Work request —
Beginning with the line that holds "function fill(path, color)" in the data below, give again every line through the one that holds "M245 440 298", exactly as written.

Input for this task —
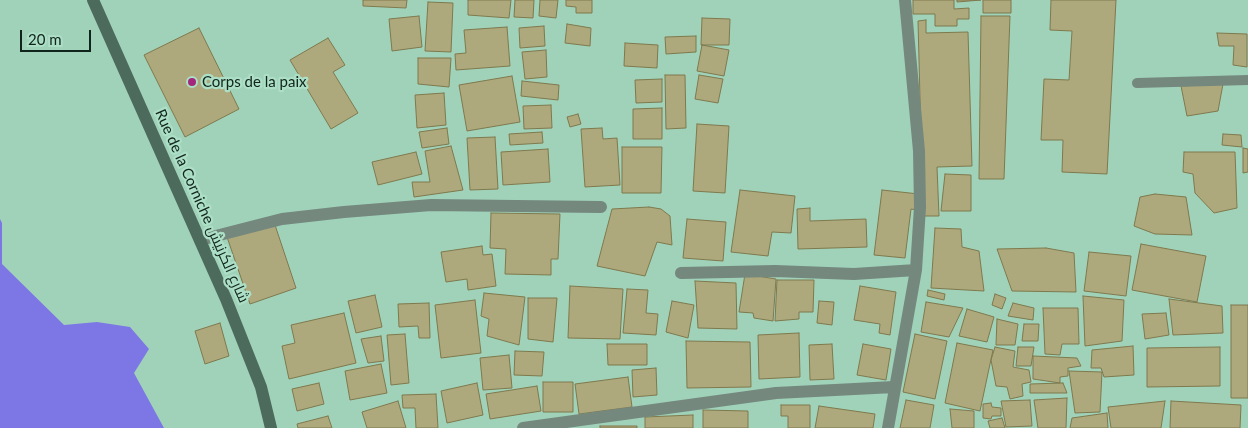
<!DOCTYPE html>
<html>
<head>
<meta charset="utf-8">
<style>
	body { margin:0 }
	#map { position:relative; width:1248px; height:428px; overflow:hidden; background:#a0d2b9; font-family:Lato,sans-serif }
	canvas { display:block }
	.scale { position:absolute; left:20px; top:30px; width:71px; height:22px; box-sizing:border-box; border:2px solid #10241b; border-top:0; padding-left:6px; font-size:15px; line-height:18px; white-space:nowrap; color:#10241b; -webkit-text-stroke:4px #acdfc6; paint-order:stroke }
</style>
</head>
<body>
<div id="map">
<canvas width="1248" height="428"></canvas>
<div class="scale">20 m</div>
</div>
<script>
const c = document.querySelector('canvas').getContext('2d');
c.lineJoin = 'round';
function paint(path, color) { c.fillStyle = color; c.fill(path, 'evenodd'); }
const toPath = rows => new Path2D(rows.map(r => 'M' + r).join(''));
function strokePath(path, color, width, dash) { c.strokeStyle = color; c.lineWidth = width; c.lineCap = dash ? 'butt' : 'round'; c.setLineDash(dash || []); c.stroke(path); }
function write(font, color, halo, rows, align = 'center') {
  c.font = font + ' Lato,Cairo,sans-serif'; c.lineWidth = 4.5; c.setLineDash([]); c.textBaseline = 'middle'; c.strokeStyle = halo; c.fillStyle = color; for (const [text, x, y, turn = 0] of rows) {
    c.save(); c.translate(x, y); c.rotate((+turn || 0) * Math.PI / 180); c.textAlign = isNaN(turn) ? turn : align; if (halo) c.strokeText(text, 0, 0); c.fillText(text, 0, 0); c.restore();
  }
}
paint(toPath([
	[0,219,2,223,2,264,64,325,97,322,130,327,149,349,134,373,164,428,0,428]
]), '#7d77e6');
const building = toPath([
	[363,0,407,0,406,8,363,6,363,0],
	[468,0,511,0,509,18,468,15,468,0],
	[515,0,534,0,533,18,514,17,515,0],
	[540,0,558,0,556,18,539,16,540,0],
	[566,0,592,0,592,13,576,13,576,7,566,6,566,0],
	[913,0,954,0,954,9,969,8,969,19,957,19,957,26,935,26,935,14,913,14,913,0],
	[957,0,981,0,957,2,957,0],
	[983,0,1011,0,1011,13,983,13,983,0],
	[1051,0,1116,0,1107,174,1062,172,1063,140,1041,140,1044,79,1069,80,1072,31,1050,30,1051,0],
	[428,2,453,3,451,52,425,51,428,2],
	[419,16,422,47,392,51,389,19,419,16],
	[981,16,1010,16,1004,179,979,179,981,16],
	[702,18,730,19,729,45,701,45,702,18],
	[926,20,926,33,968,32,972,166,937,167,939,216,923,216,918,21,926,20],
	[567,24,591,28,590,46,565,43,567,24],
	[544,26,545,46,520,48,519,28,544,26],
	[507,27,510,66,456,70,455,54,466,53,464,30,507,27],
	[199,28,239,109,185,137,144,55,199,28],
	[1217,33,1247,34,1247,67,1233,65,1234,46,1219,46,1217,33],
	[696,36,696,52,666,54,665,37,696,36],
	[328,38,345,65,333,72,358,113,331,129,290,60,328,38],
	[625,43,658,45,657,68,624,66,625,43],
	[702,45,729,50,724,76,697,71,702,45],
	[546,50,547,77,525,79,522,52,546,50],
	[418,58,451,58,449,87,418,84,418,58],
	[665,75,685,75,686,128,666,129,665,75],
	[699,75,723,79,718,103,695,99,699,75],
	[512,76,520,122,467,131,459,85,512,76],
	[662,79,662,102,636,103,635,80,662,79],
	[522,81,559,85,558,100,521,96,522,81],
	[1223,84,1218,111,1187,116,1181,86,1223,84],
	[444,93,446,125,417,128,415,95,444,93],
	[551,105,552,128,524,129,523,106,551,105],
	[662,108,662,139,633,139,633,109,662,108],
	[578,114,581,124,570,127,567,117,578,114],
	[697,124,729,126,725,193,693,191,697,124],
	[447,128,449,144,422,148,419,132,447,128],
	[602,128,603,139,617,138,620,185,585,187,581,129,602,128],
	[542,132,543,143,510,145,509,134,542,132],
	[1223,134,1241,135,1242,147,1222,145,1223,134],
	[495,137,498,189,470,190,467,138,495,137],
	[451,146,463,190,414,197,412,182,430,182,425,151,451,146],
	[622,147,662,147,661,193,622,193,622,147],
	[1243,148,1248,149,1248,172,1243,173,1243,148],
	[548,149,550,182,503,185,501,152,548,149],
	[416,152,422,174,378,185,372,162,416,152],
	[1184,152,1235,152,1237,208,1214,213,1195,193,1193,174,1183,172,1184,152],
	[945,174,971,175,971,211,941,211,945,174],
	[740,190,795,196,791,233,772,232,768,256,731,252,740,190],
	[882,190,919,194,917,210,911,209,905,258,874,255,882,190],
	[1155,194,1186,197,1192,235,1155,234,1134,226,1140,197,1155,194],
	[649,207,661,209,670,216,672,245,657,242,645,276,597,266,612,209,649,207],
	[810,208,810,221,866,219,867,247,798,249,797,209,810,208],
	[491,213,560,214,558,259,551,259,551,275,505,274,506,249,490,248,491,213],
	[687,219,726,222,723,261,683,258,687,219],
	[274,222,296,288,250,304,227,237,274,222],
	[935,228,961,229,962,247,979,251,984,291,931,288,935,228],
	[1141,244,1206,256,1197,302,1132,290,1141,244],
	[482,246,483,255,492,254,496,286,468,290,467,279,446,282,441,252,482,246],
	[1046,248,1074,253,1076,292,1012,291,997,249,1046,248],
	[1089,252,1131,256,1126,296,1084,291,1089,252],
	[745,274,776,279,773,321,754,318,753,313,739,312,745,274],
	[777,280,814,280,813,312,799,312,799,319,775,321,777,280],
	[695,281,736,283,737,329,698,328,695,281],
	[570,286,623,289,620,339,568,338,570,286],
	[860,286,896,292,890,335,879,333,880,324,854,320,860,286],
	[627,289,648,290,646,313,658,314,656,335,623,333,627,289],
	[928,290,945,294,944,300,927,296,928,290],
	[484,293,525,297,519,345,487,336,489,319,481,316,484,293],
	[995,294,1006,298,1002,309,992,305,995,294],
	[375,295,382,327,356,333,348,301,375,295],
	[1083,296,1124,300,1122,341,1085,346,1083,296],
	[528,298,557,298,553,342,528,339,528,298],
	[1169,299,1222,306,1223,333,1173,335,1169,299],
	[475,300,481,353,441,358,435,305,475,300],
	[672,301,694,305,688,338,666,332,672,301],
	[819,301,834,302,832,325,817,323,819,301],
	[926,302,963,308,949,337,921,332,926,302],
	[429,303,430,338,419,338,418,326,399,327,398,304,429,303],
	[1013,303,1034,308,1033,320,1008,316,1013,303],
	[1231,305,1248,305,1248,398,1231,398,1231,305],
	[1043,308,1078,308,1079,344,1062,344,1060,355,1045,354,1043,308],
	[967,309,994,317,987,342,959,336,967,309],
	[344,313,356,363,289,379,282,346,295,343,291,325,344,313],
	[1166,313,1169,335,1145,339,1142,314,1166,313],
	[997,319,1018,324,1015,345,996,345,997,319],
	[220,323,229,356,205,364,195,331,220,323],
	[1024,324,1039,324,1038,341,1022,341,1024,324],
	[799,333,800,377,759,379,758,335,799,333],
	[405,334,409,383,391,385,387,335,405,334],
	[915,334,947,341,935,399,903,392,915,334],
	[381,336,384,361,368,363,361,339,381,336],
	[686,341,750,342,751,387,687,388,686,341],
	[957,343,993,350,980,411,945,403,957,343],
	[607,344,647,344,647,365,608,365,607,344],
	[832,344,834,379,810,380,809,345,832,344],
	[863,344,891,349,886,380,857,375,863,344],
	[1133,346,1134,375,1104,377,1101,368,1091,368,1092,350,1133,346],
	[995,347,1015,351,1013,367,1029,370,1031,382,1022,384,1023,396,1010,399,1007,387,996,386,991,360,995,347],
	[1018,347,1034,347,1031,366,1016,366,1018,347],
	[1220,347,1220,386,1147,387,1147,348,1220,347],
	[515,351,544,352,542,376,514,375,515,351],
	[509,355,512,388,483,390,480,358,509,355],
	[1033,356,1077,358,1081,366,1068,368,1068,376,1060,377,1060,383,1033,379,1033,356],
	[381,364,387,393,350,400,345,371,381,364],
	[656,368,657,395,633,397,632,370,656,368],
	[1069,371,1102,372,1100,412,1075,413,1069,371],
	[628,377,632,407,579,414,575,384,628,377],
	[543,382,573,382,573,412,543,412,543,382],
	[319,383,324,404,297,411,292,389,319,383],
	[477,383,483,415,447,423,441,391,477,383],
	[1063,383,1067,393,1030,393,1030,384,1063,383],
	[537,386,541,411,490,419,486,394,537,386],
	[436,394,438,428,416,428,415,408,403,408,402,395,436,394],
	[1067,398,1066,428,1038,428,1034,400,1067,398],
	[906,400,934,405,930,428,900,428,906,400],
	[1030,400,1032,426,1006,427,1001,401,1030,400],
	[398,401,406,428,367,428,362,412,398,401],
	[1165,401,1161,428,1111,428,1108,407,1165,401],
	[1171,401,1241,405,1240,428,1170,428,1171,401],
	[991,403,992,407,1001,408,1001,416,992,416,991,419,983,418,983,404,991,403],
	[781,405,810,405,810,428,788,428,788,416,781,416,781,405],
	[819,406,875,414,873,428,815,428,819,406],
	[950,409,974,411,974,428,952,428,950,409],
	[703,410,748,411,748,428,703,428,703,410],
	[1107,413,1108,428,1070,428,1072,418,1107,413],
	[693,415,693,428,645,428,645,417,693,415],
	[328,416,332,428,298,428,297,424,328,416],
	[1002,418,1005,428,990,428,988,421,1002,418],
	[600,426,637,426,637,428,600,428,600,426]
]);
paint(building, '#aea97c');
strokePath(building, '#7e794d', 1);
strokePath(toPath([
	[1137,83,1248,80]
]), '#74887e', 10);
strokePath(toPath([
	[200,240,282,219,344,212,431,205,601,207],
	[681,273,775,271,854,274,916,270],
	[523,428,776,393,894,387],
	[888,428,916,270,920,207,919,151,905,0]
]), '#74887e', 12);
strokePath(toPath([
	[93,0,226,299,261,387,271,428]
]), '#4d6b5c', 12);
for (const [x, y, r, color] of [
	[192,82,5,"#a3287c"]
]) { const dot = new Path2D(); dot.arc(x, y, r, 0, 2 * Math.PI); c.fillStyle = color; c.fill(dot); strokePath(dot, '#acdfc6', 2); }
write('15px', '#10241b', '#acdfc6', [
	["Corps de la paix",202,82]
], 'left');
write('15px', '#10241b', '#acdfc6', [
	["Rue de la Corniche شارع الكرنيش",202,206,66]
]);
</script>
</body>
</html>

==

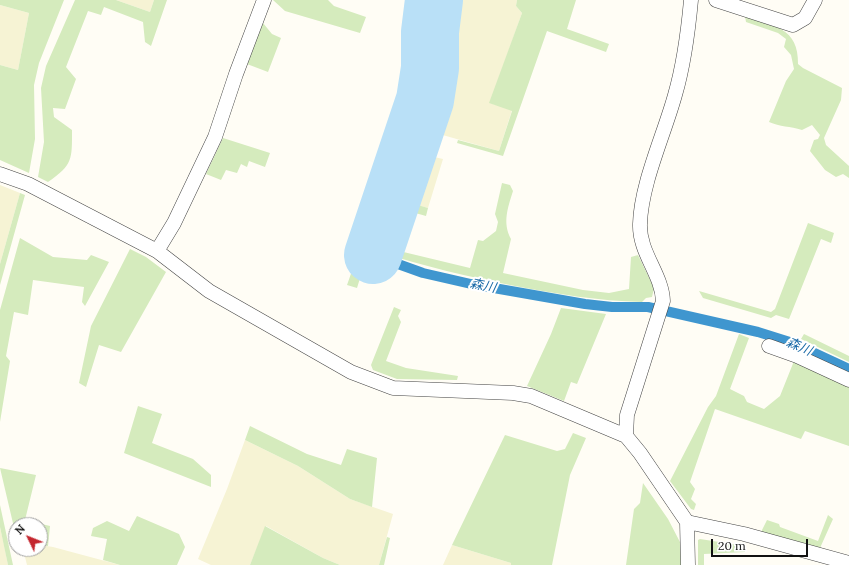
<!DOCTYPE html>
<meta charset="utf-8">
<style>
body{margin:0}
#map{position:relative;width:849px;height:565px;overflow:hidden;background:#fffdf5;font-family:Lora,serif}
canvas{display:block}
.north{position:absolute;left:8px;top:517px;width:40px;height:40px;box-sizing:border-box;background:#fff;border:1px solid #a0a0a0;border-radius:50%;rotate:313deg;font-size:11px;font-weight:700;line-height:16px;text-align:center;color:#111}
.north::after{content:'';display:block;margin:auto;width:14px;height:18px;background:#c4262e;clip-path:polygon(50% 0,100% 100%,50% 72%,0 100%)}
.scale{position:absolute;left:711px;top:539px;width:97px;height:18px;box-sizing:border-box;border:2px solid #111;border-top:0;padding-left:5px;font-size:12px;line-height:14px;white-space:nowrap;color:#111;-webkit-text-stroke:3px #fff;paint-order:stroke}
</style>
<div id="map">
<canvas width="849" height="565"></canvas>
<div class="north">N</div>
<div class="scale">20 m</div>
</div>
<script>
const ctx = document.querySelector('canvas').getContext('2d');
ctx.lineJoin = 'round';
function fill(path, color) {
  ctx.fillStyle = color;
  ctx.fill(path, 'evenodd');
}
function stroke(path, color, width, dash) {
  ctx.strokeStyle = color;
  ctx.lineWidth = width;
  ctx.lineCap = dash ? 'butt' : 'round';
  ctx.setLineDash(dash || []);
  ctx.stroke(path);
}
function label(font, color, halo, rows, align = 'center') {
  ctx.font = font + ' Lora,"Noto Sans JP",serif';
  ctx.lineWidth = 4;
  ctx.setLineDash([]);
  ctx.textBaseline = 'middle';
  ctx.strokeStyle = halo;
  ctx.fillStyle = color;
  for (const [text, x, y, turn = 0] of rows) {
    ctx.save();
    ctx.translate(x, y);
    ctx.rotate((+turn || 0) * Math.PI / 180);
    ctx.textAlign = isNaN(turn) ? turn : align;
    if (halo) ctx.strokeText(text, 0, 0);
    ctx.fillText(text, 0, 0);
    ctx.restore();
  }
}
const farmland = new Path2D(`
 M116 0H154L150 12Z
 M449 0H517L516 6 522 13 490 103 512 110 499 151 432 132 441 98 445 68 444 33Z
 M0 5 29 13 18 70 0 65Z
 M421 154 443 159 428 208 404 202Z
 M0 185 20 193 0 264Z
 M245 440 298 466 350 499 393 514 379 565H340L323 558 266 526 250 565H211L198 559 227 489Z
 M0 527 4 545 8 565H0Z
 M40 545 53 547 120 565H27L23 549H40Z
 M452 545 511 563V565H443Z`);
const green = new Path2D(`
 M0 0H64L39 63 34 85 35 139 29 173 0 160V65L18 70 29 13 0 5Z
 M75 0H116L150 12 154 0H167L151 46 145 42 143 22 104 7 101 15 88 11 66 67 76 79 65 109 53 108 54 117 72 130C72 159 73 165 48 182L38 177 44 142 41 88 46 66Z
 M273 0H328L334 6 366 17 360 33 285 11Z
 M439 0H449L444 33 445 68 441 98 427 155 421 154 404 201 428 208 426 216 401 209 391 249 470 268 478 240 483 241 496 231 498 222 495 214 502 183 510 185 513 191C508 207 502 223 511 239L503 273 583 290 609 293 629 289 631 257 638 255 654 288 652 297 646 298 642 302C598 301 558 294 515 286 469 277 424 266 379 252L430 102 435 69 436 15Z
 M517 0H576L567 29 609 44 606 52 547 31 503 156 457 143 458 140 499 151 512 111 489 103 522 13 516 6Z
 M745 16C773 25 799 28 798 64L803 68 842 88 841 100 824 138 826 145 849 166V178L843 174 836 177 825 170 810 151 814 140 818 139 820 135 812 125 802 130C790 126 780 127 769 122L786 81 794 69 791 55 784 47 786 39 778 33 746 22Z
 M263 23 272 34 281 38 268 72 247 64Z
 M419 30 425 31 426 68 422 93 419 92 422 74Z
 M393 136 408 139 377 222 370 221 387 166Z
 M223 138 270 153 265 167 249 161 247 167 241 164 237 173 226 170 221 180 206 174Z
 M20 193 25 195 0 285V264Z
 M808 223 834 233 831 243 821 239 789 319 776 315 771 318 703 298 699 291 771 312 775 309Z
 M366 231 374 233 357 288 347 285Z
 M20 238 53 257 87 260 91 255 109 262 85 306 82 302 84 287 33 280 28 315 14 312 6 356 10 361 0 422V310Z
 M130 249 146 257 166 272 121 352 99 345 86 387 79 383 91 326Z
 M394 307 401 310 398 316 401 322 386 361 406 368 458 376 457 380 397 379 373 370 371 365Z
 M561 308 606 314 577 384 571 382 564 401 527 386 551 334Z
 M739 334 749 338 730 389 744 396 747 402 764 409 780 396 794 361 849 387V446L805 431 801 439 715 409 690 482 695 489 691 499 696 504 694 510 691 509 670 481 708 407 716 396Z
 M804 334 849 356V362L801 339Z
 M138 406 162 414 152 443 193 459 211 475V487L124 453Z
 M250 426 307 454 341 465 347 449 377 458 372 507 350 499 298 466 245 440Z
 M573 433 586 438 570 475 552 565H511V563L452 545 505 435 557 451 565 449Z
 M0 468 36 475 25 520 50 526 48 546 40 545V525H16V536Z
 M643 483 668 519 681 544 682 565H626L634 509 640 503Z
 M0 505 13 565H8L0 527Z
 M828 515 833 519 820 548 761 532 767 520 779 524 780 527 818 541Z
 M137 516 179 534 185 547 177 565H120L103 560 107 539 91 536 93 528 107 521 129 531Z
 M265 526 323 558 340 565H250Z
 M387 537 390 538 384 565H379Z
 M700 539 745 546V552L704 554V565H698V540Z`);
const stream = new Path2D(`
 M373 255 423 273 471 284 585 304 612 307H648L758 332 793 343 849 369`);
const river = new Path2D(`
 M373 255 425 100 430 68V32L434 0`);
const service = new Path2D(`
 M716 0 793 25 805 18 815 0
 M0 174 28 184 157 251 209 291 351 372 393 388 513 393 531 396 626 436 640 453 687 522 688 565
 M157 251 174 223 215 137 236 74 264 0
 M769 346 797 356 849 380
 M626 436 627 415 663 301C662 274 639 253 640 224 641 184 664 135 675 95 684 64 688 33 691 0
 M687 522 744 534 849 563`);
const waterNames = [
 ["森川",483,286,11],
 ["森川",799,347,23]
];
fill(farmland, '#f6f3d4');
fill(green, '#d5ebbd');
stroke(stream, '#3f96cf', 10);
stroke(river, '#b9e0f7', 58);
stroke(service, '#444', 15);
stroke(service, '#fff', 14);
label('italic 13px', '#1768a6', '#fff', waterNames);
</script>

Solution for this exercise —
function fill(path, color) {
  ctx.fillStyle = color;
  ctx.fill(path, 'evenodd');
}
function stroke(path, color, width, dash) {
  ctx.strokeStyle = color;
  ctx.lineWidth = width;
  ctx.lineCap = dash ? 'butt' : 'round';
  ctx.setLineDash(dash || []);
  ctx.stroke(path);
}
function label(font, color, halo, rows, align = 'center') {
  ctx.font = font + ' Lora,"Noto Sans JP",serif';
  ctx.lineWidth = 4;
  ctx.setLineDash([]);
  ctx.textBaseline = 'middle';
  ctx.strokeStyle = halo;
  ctx.fillStyle = color;
  for (const [text, x, y, turn = 0] of rows) {
    ctx.save();
    ctx.translate(x, y);
    ctx.rotate((+turn || 0) * Math.PI / 180);
    ctx.textAlign = isNaN(turn) ? turn : align;
    if (halo) ctx.strokeText(text, 0, 0);
    ctx.fillText(text, 0, 0);
    ctx.restore();
  }
}
const farmland = new Path2D(`
 M116 0H154L150 12Z
 M449 0H517L516 6 522 13 490 103 512 110 499 151 432 132 441 98 445 68 444 33Z
 M0 5 29 13 18 70 0 65Z
 M421 154 443 159 428 208 404 202Z
 M0 185 20 193 0 264Z
 M245 440 298 466 350 499 393 514 379 565H340L323 558 266 526 250 565H211L198 559 227 489Z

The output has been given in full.